Quisiera ver perecer esas noches, si sombra que no veo es luz que me refleja, del otro lado del espejo veo tu cara me pierdo sin la soledad flagelo del destino perecido y ahora no hay destino ni palabra.

Pero ahora sé de donde vengo.

Sin nombre.

La última plegaria de sus manos brotó de la tierra dócil de su esperanza, dejo caer su debilidad del pozo ciego de su coraje, de sus ojos cerrados ante todas las visiones que la asedian. Complejidad del padecer, en el fondo del río del tiempo el frío de su profundidad, su inmensa noche como el silencio de la fruta que espera madurar. Vimos crecer en torno nuestro la sombra y la luz combatiendo en el filo del mediodía de la medianoche, y hoy asistimos sin mirada a los vestigios dispersos de una guerra innecesaria. El reloj acecha.
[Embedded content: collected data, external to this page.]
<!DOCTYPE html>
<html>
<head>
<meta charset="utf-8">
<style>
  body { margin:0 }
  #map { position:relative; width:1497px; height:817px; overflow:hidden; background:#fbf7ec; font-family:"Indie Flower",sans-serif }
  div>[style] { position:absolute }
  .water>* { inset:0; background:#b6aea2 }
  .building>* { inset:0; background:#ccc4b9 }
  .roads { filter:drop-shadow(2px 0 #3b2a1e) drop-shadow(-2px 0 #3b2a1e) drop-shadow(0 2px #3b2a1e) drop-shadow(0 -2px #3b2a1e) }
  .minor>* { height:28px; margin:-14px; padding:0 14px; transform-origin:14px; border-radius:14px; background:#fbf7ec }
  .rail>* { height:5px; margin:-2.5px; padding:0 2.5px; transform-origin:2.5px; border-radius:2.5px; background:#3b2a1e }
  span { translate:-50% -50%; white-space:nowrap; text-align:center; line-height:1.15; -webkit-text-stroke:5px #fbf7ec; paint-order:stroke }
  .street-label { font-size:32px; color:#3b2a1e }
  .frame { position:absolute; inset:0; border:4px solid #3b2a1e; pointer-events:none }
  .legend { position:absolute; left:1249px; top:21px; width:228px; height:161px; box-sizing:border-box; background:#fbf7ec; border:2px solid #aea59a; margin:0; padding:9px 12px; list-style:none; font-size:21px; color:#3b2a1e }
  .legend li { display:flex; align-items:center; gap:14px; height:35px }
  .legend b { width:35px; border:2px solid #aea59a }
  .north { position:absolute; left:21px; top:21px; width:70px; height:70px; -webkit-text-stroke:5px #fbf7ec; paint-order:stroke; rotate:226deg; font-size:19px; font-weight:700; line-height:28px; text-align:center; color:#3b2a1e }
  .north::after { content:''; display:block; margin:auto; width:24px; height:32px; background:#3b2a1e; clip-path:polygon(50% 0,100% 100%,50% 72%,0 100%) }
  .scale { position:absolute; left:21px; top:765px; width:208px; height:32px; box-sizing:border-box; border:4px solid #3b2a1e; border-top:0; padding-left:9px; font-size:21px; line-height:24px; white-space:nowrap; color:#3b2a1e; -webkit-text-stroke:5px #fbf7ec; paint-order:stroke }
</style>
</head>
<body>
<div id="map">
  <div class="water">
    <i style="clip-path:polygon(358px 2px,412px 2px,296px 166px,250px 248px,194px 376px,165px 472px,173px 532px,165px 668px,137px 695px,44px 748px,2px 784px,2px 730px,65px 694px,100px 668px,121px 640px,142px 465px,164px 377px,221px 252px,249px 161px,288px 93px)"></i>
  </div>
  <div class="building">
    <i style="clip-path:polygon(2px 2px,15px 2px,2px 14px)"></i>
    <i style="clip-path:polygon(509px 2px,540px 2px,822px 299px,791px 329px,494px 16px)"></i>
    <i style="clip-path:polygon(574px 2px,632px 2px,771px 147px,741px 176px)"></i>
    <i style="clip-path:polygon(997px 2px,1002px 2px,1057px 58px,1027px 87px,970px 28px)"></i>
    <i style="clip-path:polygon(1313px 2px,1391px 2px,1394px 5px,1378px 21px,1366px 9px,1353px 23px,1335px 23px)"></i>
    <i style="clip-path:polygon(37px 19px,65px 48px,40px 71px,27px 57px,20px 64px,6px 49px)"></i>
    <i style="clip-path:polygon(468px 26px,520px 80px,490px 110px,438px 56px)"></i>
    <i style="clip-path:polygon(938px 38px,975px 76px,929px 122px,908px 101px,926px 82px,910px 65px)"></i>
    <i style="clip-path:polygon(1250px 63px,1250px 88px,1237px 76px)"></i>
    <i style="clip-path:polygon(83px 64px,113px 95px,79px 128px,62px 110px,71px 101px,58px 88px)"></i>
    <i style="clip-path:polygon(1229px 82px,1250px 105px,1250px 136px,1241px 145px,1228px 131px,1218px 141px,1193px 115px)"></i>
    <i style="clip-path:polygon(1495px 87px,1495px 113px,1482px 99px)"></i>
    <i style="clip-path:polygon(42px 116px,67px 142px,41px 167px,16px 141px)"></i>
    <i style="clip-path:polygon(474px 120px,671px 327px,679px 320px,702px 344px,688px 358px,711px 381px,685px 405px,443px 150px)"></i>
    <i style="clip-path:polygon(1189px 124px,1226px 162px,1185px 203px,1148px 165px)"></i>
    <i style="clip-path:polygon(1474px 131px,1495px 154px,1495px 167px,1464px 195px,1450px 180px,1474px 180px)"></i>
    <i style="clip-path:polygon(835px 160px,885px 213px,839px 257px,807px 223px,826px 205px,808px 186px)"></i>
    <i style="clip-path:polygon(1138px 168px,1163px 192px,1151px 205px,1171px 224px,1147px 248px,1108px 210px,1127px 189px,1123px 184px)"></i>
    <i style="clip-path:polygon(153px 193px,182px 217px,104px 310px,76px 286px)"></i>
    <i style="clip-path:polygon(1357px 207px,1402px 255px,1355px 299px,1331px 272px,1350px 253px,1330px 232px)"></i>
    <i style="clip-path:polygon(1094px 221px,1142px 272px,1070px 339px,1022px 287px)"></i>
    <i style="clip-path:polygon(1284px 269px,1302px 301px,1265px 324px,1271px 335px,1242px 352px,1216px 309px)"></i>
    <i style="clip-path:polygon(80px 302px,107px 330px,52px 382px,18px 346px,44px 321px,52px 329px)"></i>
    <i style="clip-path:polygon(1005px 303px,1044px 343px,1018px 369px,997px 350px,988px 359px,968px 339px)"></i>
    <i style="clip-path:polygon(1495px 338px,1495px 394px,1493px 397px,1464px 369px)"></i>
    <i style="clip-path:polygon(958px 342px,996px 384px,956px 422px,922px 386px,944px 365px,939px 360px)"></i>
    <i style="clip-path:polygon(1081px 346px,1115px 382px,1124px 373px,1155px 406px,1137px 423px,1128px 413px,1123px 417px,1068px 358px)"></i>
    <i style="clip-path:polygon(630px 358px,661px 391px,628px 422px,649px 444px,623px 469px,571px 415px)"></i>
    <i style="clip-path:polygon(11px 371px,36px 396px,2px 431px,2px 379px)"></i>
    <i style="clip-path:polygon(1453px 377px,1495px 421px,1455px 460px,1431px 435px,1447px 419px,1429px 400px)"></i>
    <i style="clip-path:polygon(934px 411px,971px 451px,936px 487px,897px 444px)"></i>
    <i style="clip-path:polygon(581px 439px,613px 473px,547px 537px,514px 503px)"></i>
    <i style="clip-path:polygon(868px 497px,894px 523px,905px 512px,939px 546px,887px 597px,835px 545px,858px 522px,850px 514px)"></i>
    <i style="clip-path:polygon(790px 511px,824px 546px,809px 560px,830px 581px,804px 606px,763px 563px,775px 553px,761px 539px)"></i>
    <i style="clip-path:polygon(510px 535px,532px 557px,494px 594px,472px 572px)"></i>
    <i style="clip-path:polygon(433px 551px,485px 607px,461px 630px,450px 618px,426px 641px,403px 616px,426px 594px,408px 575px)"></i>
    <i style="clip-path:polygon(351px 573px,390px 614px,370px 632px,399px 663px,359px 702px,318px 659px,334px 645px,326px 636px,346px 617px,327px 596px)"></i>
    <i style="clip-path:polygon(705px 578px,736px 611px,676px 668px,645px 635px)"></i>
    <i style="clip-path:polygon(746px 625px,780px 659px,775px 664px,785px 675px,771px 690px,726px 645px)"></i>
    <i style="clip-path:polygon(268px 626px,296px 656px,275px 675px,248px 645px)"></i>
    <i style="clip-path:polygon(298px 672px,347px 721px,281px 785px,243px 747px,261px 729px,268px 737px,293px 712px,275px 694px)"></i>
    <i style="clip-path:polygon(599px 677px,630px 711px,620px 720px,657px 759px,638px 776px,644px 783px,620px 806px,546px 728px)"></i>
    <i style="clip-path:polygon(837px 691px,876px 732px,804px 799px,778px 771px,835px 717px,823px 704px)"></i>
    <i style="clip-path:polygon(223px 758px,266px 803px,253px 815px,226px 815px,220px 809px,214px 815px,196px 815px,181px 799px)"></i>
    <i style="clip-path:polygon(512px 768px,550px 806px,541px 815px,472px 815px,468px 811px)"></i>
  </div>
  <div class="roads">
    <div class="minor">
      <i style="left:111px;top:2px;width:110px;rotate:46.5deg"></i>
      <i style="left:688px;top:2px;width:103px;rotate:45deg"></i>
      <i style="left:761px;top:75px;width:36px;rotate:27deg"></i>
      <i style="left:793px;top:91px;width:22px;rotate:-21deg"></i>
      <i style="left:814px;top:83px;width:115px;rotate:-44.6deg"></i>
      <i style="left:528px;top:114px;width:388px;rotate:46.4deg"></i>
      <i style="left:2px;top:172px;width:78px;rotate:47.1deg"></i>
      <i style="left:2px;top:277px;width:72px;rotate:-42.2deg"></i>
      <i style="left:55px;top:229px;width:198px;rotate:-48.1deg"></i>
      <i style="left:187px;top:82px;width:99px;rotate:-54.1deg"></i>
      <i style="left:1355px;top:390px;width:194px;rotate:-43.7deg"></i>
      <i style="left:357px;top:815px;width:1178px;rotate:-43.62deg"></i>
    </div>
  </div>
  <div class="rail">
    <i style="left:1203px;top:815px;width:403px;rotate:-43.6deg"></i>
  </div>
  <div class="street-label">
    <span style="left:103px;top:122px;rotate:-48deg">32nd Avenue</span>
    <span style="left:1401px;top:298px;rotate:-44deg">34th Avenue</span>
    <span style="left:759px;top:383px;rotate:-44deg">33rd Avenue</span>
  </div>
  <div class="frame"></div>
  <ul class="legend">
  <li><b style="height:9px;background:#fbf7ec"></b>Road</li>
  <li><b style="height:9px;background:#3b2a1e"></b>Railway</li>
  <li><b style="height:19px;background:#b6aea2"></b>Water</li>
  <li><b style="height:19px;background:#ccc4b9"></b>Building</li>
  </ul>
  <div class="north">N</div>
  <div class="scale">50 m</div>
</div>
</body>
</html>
Su implacable motor nos mueve, el destino es una flor de hierro, arrancada del petrificado corazón de la sensación marchita. De hierro también es la palabra, oxidada lleva honorable la ardua carga del significado, como quién lleva en sus pasos ya el camino y la meta, pero sin llegar, pero lejos y sin saber verdaderamente a dónde ir, a dónde se está. Como ella, nos desconocemos, nos intentamos descifrar sin querer quebrar la delicada línea que nos separa de la última unidad, quizás para cerrar finalmente nuestro secreto en el símbolo adecuado.

Dia y Noche

 

La destrozada luz de la mañana implora a su arbol caído en la fosa común con la noche el vértigo perdido de sus antiguas iluminaciones, la intensa luz flor del tiempo, cuando tus ojos vacíos de sueño aclamaban en secreto esa silenciosa fascinacion de presenciar en el centro cayendo a dos grandes imperios. Vestigio matinal de las auroras, complacencia del éxtasis de la dulce lágrima de la tierra.

La destrozada luz de la noche implora a su arbol caído en la fosa común de la mañana el vértigo perdido de sus antiguas iluminaciones, la pálida luz raíz del tiempo, cuando tus ojos completos de sueño aclamaban en secreto esa silenciosa fascinación de presenciar en el centro cayendo a dos grandes imperios. Vestigio vespertino de los atardeceres, complacencia del éxtasis de la amarga lágrima de la tierra.